<<<<

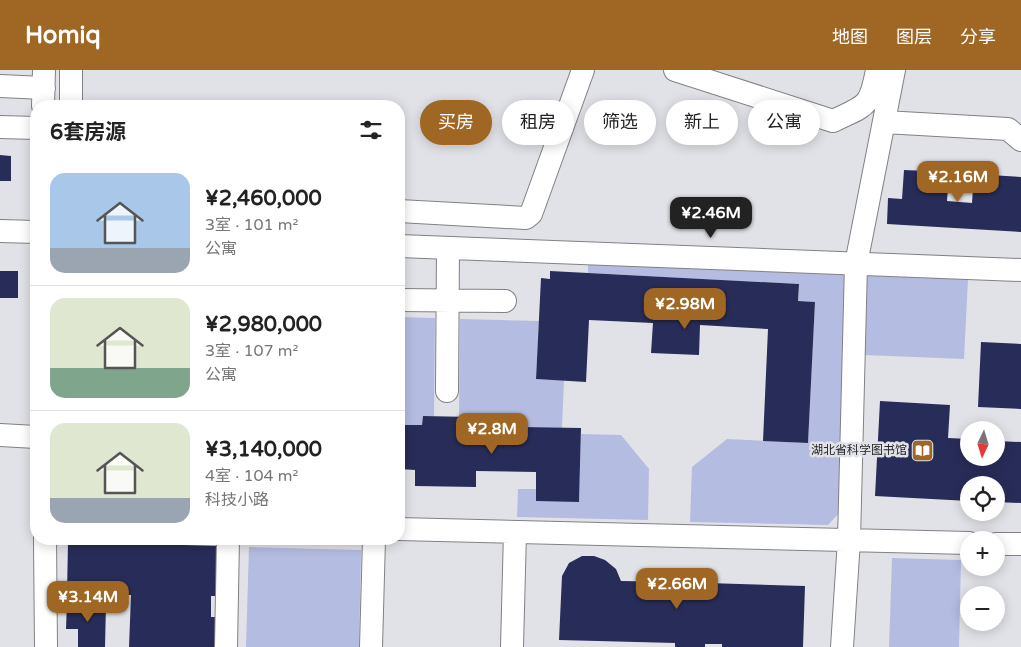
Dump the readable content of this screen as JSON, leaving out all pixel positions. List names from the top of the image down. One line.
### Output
{"places":{"library":["湖北省科学图书馆"]},"north":"bottom","page":{"header":"Homiq","nav":["地图","图层","分享"],"chip":["买房","租房","筛选","新上","公寓"],"heading":"6套房源","list":[{"name":"¥2,460,000","note":"3室 · 101 m² · 公寓"},{"name":"¥2,980,000","note":"3室 · 107 m² · 公寓"},{"name":"¥3,140,000","note":"4室 · 104 m² · 科技小路"}],"price":["¥2.16M","¥2.46M","¥2.98M","¥2.8M","¥2.66M","¥3.14M"],"map_buttons":["+","−"]}}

>>>>

__What you need to do__. You are asked to reproduce each line above exactly, but to exclude the pictures.

__Solution to this problem__.
Dump the readable content of this screen as JSON, leaving out all pixel positions. List names from the top of the image down. One line.
### Output
{"places":{"library":["湖北省科学图书馆"]},"north":"bottom","page":{"header":"Homiq","nav":["地图","图层","分享"],"chip":["买房","租房","筛选","新上","公寓"],"heading":"6套房源","list":[{"name":"¥2,460,000","note":"3室 · 101 m² · 公寓"},{"name":"¥2,980,000","note":"3室 · 107 m² · 公寓"},{"name":"¥3,140,000","note":"4室 · 104 m² · 科技小路"}],"price":["¥2.16M","¥2.46M","¥2.98M","¥2.8M","¥2.66M","¥3.14M"],"map_buttons":["+","−"]}}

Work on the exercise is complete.